Enquanto a indústria da multa foi uma das principais vedetes da última campanha municipal, o debate da vez é sobre uma momentosa questão tecnológica: é juridicamente correto multar veículos que excedam a velocidade da via, desde que a medição seja feita não num ponto específico, mas por um algoritmo matemático que permita calcular seu deslocamento num trecho maior?
A discussão surgiu após a Prefeitura de SP anunciar nos primeiros dias de novembro a instalação de um novo sistema que irá identificar se o motorista respeita o limite de velocidade definido nas principais vias da cidade. Mas ao invés dos famigerados radares, que detectam a velocidade num determinado local, será por um sistema que calcula a velocidade média em determinados trechos da via.
A celeuma toda começou graças ao Código de Trânsito Brasileiro (CTB). Por ele a fiscalização da velocidade deve ser local, ou seja, medida apenas em um ponto de aferição. Quem lê o CTB, entende como sendo um único radar. O sistema que a Prefeitura de SP instalou é constituído por dois radares, que mede não em um único ponto, mas faz a média entre dois pontos.
Instalada a polêmica, duas medidas foram tomadas: enquanto nada se resolve do ponto de vista legal, a Prefeitura não multa ninguém, apenas orienta o motorista infrator, através de carta enviada ao endereço do motorista; por sua vez o Denatran (Departamento Nacional de Trânsito) encaminhou um parecer jurídico à consultoria da AGU (Advocacia-Geral da União) no Ministério das Cidades. Pego de surpresa, apesar da tecnologia já ser velha conhecida de técnicos e especialistas, e de já vigorar em outros países, o órgão federal, responsável por regular a legislação viária no país, quer descobrir se pode resolver o imbróglio através de uma simples resolução do Contran (Conselho Nacional de Trânsito).
Se a resposta da AGU for negativa, a tecnologia, por mais moderna que seja, terá de se curvar à vontade dos deputados federais, pois a alteração dependerá de um projeto de lei aprovado pelo Congresso Nacional.
Tanto Portugal, cujo código de trânsito prevê fiscalização em “percursos controlados”, quanto o Reino Unido, em que rodovias inteiras são monitoradas de forma eletrônica, já resolveram há tempos essa discussão. Antes de ser um problema “jurídico”, a tecnologia foi posta em benefício da redução de mortes e feridos no trânsito. A lei adapta-se à defesa da vida, e não o contrário.
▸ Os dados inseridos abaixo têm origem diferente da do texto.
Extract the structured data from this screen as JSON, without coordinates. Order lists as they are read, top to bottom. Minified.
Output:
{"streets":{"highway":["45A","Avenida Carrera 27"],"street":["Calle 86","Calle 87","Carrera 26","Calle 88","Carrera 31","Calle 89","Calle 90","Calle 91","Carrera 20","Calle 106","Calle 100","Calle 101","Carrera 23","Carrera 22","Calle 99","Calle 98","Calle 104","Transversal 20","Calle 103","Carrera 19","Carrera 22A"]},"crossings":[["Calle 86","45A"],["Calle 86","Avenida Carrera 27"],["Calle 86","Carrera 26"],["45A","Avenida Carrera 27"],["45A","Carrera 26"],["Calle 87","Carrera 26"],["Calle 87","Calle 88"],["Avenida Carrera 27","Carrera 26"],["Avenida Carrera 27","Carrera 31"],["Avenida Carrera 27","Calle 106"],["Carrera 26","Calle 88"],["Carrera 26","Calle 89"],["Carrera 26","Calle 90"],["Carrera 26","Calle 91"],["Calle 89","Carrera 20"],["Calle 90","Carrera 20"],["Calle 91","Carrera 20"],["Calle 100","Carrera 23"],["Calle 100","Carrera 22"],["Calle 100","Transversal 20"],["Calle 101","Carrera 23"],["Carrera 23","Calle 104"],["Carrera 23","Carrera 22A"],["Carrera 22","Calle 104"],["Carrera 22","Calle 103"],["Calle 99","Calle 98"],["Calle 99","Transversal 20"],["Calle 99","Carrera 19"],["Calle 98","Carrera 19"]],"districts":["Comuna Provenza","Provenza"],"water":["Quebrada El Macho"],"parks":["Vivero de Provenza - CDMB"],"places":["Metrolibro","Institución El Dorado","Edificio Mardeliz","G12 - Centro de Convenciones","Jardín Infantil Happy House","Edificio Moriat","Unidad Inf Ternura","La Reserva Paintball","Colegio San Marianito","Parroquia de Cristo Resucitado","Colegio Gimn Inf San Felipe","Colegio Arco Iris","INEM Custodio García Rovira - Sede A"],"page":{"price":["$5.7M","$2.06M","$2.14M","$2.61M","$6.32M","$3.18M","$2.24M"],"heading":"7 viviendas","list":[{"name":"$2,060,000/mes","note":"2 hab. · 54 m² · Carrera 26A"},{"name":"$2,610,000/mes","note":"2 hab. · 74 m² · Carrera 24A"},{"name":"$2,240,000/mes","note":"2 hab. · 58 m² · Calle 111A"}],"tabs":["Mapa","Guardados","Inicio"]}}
Terminado mais um longo feriado, teremos logo mais, como sempre, o balanço de mortos e feridos nas rodovias estaduais e federais de todo o país, que as Polícias Rodoviárias costumeiramente fazem. Se esta tecnologia já estivesse em operação ao menos nas estradas do país, com certeza os números da tragédia do trânsito seriam bem menores.